Ela convidou explicitamente os participantes do mercado a darem feedback sobre como as regulamentações existentes poderiam acomodar melhor estruturas DeFi — um apelo genuíno ao envolvimento, não um muro. A SEC Crypto Task Force, que ela lidera, tem explorado potenciais ordens de isenção para valores mobiliários tokenizados e sistemas de negociação inovadores. Mas esse caminho para a frente exige um reconhecimento honesto de onde as coisas estão hoje, e não uma reinterpretação criativa do que a lei significa.
O timing também é importante. A tokenização está a disparar $31 mil milhões em ativos do mundo real migraram para infraestruturas baseadas em blockchain, embora apenas cerca de $3 mil milhões estejam efetivamente ativos em protocolos DeFi. Os depósitos em cofres estão a crescer rapidamente. O modelo do curador da Morpho está a proliferar. Se este espaço for regulado mal através de aplicação contundente em vez de elaboração cuidadosa de regras — todos perdem. Peirce está essencialmente a dizer: envolva-se agora, enquanto a porta está aberta, porque fingir que está fora do perímetro não é uma estratégia. É uma aposta de que a SEC não vai notar, e essa aposta está a perder.
O Que os Operadores de Cofres Devem Fazer, na Prática?
Primeiro, audite a sua arquitectura. Se um humano ou equipa exercer discricionariedade sobre alocação, parâmetros de risco ou seleção de estratégia, provavelmente está dentro do perímetro dos valores mobiliários. Documente exatamente onde o seu cofre se enquadra no espectro que Peirce descreveu — e seja honesto sobre isso.
Segundo, pare de depender do argumento “é on-chain” como uma proteção jurídica. A comissária disse-o de forma direta: mover atividades regulamentadas para uma blockchain não as remove da regulamentação. O meio não reescreve a lei.
Terceiro, envolva-se de forma proativa.
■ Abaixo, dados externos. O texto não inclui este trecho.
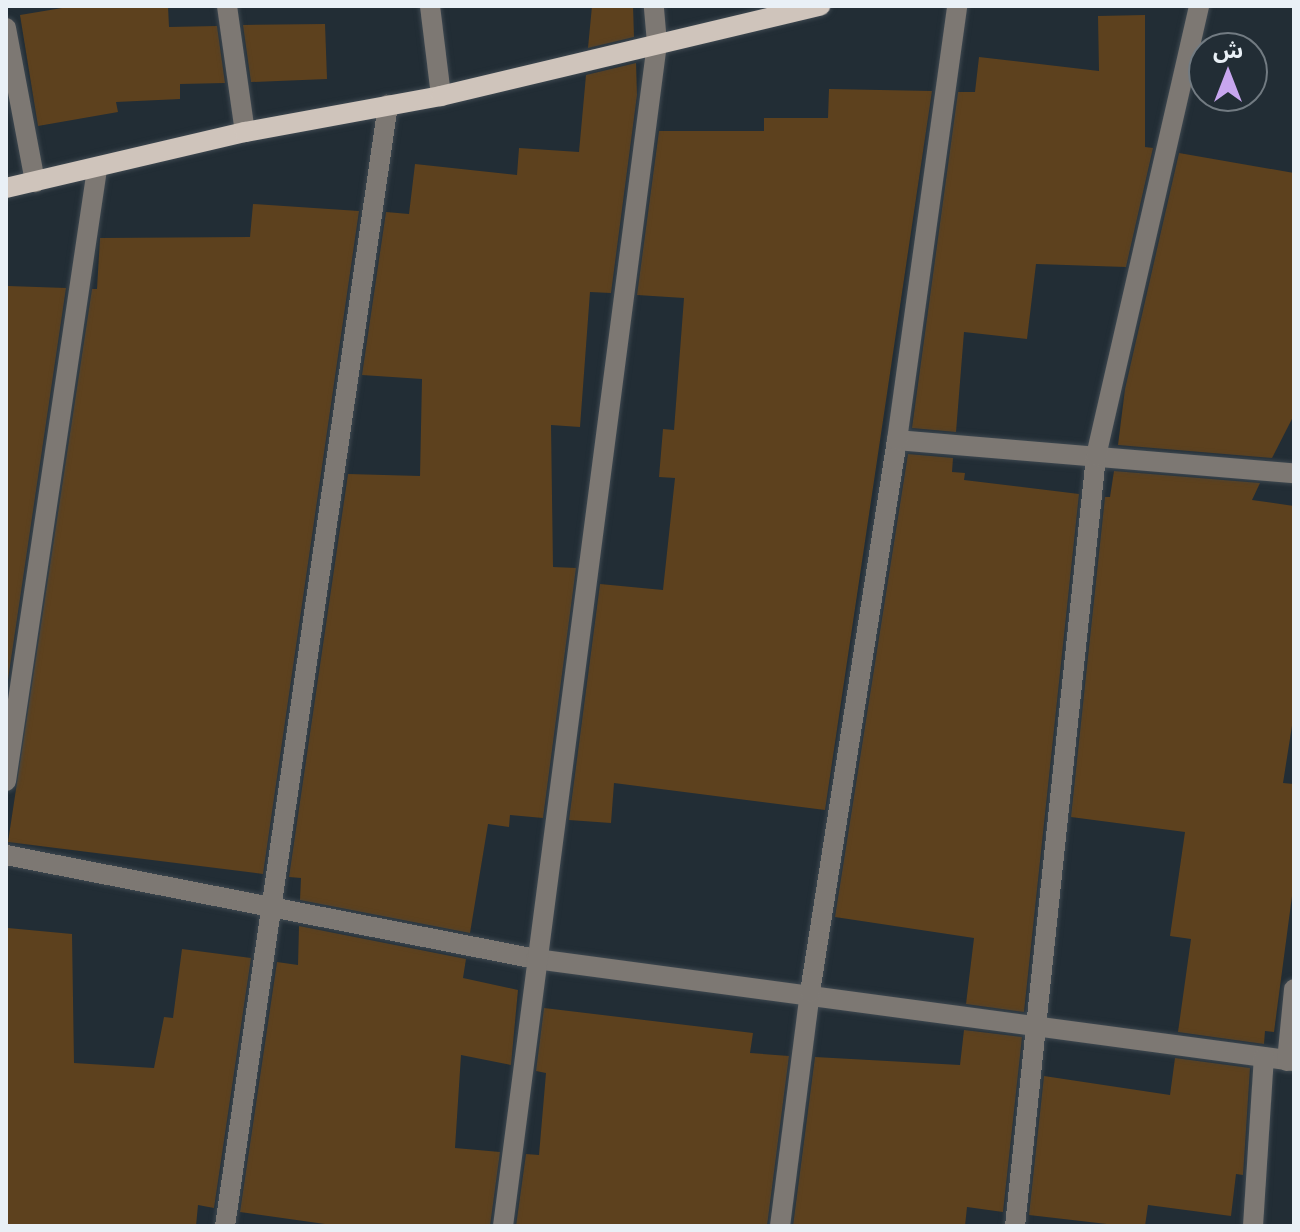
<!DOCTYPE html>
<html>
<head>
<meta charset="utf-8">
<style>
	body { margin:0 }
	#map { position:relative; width:1300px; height:1232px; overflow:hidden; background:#222d35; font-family:"PT Sans","Noto Sans Arabic",sans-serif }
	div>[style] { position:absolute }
	.building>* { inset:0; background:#5d411e }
	.roads { filter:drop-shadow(0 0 2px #3e4850) drop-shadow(0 0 2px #3e4850) }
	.minor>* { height:20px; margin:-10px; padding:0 10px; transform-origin:10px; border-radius:10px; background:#7d7873 }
	.major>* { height:20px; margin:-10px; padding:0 10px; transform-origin:10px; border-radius:10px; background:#cfc4bb }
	span { translate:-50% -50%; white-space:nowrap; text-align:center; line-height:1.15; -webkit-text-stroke:8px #222d35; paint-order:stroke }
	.frame { position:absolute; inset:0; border:8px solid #e9f0f6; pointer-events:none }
	.north { position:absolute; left:1188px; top:32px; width:80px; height:80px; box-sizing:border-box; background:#222d35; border:2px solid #727b82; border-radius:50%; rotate:0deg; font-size:22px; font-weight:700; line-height:32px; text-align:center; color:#e9f0f6 }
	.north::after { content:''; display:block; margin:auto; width:28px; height:36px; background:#c8a6ef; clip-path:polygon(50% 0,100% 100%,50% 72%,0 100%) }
</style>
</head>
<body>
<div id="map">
	<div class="building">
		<div style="clip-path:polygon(74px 6px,168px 6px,169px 27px,217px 26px,225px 83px,180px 84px,180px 99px,116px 102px,118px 112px,38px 126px,20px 15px)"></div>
		<div style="clip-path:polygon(592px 6px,633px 6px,634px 37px,588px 48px)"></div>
		<div style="clip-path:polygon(1145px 15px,1145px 147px,1153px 148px,1126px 267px,1036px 264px,1027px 339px,964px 332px,956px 432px,912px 428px,958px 92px,975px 92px,979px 57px,1099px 71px,1098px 16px)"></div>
		<div style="clip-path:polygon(325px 24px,327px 79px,251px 82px,243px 25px)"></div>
		<div style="clip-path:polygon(636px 63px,637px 95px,611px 293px,590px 292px,580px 427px,551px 425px,553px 567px,576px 568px,543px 818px,510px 815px,509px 827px,488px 824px,470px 933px,300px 900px,301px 878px,289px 877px,348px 474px,420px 476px,422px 379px,362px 375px,386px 212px,409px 214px,415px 164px,517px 175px,519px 148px,579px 152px,586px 75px)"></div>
		<div style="clip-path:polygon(829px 89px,932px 91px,825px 810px,614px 783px,611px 823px,569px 820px,600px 584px,663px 590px,675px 478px,659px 477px,663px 429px,674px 430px,684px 298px,637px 295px,659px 131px,764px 131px,764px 118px,828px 118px)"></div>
		<div style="clip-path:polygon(1179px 153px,1294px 173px,1294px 415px,1272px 458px,1118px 445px,1125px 389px)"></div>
		<div style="clip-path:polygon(253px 204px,359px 211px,263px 874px,8px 842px,92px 289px,97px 289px,100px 238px,250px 237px)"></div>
		<div style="clip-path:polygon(8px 286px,66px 288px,6px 693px,6px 315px)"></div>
		<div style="clip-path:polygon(908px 454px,953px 458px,952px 472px,965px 473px,964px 480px,1079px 494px,1024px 1012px,966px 1004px,974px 938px,835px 917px)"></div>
		<div style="clip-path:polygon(1114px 471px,1260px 483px,1252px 500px,1294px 506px,1294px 713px,1283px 783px,1294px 784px,1294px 881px,1274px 1032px,1265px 1031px,1264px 1044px,1178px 1032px,1191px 939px,1170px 936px,1185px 832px,1071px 817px,1105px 497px,1110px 497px)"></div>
		<div style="clip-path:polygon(299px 926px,466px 959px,463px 978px,518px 990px,511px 1065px,461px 1055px,455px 1148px,500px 1152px,490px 1226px,339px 1226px,240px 1212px,277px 962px,298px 965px)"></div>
		<div style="clip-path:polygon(8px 928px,72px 934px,74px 1063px,154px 1068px,164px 1017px,173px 1018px,182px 949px,251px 958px,214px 1208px,198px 1205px,196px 1226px,6px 1226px)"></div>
		<div style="clip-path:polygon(544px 1008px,753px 1033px,750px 1053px,789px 1056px,767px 1226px,516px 1226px,526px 1154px,539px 1155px,546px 1073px,536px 1071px)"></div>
		<div style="clip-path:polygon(964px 1030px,1022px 1037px,1003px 1212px,967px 1207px,965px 1226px,793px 1226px,815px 1057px,960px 1065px)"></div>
		<div style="clip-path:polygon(1175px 1058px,1250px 1068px,1243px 1175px,1236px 1174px,1231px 1216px,1148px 1205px,1145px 1226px,1124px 1226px,1029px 1215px,1044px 1076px,1170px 1095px)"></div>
	</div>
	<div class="roads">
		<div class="minor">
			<div style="left:227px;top:6px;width:127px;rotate:81.9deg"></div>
			<div style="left:430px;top:6px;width:91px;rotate:83deg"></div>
			<div style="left:6px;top:28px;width:157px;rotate:79.3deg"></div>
			<div style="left:897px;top:440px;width:398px;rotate:4.8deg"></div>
			<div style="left:6px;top:781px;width:619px;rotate:-81.54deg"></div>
			<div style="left:6px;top:855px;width:540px;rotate:11.1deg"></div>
			<div style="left:536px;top:959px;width:765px;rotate:7.66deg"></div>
			<div style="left:1287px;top:1061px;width:72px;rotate:-84.4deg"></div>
			<div style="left:225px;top:1226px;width:1133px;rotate:-81.73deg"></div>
			<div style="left:503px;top:1226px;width:1193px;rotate:-82.58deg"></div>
			<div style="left:657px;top:43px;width:37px;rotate:-95deg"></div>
			<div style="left:780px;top:1226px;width:236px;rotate:-82.7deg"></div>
			<div style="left:810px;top:992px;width:559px;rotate:-81.04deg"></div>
			<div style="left:897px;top:440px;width:438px;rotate:-82.1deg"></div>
			<div style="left:1015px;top:1226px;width:774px;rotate:-83.99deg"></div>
			<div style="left:1096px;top:456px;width:462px;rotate:-77.1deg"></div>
			<div style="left:1253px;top:1226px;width:169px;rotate:-86.3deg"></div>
		</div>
		<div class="major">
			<div style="left:6px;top:188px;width:245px;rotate:-13.2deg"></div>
			<div style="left:245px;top:132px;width:199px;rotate:-10.4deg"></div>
			<div style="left:441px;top:96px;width:390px;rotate:-13.4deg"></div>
		</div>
	</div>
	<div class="frame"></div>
	<div class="north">ش</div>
</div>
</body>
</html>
Peirce convidou para isso. A Crypto Task Force está ativamente a procurar contributos sobre como as regras devem evoluir. É um momento raro em que o regulador está a pedir a sua perspetiva antes de escrever as regras não depois de as fazer cumprir.
Quarto, considere uma reformulação estrutural. Contas segregadas, alocação programática imutável, descentralização genuína das decisões estas não são apenas funcionalidades de marketing. São exatamente os fatores que podem colocar um cofre fora do perímetro dos valores mobiliários. Mas a reformulação tem de ser real, não cosmética.
Conclusão
A maior inovação criativa da DeFi o modelo do curador de cofres que canaliza milhares de milhões para estratégias de rendimento acabou de receber o seu aviso regulatório mais claro até agora. E veio da voz mais simpática do setor dentro da SEC. Isto não é uma ameaça. É um sinal de que a janela para um envolvimento construtivo está aberta, mas não vai ficar aberta indefinidamente. Quanto mais discricionariedade de gestão o seu cofre envolver, mais claras ficam as suas obrigações de conformidade. Nenhuma parada de cabeça muda isso.